-- RECORDS SHOWN --
- Opening Delimiter -

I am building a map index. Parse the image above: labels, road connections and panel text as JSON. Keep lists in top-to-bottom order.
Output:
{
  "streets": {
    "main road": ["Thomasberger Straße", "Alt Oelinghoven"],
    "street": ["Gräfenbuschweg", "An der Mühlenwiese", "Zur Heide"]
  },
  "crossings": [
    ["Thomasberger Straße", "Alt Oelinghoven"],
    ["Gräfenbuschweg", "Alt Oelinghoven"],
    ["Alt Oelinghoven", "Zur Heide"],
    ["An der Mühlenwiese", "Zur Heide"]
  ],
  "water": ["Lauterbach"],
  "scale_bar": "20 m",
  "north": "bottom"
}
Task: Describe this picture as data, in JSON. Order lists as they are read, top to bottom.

- Closing Delimiter -
- Opening Delimiter -

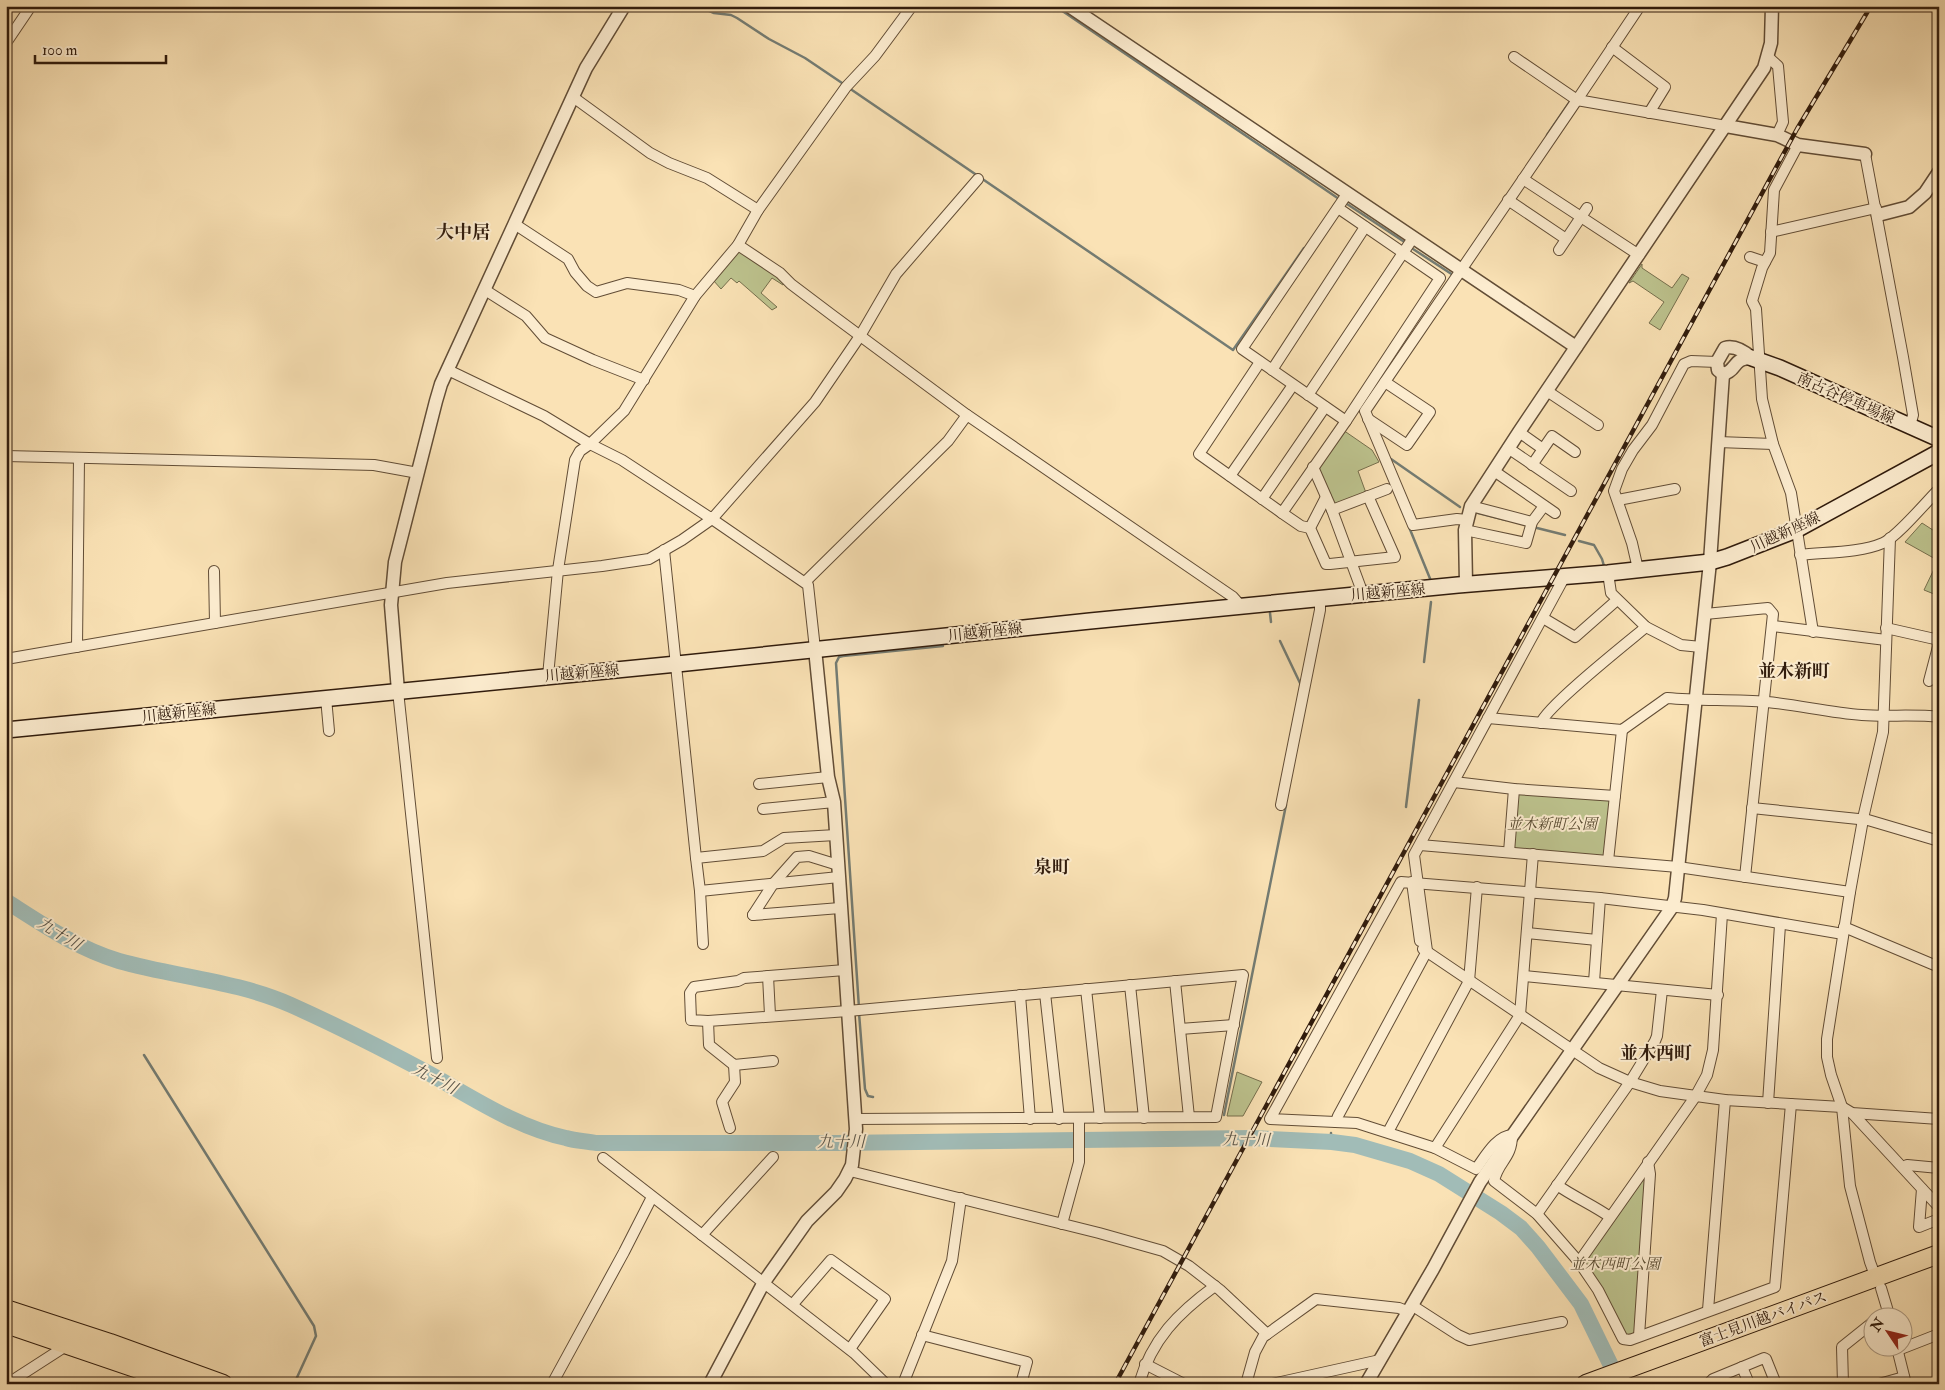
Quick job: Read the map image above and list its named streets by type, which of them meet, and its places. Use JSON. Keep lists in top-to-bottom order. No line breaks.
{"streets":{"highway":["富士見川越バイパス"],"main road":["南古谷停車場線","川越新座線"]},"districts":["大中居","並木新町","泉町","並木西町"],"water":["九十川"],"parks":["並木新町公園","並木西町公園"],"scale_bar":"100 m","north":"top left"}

- Closing Delimiter -
- Opening Delimiter -

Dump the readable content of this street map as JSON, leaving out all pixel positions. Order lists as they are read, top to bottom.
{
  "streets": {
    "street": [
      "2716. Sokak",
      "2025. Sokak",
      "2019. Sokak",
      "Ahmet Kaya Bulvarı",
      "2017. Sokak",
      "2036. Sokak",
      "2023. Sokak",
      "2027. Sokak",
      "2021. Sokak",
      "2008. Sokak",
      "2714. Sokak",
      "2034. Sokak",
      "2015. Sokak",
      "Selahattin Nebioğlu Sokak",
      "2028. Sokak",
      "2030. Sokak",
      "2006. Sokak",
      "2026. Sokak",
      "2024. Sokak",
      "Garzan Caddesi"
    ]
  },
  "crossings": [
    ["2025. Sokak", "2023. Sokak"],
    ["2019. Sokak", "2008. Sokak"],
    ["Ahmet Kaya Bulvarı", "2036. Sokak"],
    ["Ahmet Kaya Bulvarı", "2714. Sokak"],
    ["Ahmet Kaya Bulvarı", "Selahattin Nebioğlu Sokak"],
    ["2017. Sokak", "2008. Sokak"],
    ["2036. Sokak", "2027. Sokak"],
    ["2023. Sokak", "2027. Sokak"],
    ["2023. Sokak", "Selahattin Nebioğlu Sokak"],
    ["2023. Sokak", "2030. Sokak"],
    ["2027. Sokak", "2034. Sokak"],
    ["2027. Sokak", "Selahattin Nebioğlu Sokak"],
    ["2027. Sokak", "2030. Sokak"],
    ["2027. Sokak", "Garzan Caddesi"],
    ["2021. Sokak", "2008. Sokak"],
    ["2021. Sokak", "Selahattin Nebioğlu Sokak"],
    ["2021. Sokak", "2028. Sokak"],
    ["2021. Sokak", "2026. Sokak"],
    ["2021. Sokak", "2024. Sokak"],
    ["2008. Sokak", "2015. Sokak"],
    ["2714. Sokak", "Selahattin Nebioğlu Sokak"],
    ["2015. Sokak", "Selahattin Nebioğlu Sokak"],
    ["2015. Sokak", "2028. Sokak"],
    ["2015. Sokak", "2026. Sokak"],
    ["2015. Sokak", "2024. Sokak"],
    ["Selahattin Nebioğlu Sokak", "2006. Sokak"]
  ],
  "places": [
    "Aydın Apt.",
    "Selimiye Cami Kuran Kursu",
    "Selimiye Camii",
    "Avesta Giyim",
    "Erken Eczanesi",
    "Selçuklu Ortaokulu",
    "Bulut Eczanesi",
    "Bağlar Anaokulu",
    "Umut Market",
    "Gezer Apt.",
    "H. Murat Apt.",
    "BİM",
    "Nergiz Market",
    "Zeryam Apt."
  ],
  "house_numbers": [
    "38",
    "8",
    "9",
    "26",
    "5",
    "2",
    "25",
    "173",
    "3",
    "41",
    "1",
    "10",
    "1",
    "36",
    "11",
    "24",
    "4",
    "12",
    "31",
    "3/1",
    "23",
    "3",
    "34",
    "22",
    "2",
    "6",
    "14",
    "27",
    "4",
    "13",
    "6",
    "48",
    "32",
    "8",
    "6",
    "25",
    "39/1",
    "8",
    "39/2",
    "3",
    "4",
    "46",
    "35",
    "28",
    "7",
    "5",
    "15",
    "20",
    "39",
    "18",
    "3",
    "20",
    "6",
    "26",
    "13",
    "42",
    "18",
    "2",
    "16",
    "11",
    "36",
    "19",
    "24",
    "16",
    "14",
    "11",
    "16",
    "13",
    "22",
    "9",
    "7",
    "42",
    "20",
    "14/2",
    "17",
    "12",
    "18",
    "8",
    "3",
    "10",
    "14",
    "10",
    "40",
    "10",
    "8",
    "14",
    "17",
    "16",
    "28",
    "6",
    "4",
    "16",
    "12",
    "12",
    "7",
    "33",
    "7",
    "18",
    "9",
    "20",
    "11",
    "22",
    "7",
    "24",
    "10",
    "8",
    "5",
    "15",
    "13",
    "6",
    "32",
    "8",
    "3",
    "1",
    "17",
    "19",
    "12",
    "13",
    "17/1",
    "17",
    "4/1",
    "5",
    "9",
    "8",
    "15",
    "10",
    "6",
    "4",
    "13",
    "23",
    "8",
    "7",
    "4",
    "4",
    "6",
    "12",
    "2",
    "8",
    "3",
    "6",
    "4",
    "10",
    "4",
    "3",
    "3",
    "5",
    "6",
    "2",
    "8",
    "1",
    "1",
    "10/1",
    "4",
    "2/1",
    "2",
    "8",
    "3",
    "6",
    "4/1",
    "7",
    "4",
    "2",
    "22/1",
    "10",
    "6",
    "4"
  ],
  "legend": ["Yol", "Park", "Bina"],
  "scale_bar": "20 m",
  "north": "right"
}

- Closing Delimiter -

-- REQUIRED WORK --
Once you find the line with "I am building" above, print it and every line after it up to and including the line with "Task: Describe this", exactly as written and nothing else.

-- SOLUTION TO THIS TASK --
I am building a map index. Parse the image above: labels, road connections and panel text as JSON. Keep lists in top-to-bottom order.
Output:
{
  "streets": {
    "main road": ["Thomasberger Straße", "Alt Oelinghoven"],
    "street": ["Gräfenbuschweg", "An der Mühlenwiese", "Zur Heide"]
  },
  "crossings": [
    ["Thomasberger Straße", "Alt Oelinghoven"],
    ["Gräfenbuschweg", "Alt Oelinghoven"],
    ["Alt Oelinghoven", "Zur Heide"],
    ["An der Mühlenwiese", "Zur Heide"]
  ],
  "water": ["Lauterbach"],
  "scale_bar": "20 m",
  "north": "bottom"
}
Task: Describe this picture as data, in JSON. Order lists as they are read, top to bottom.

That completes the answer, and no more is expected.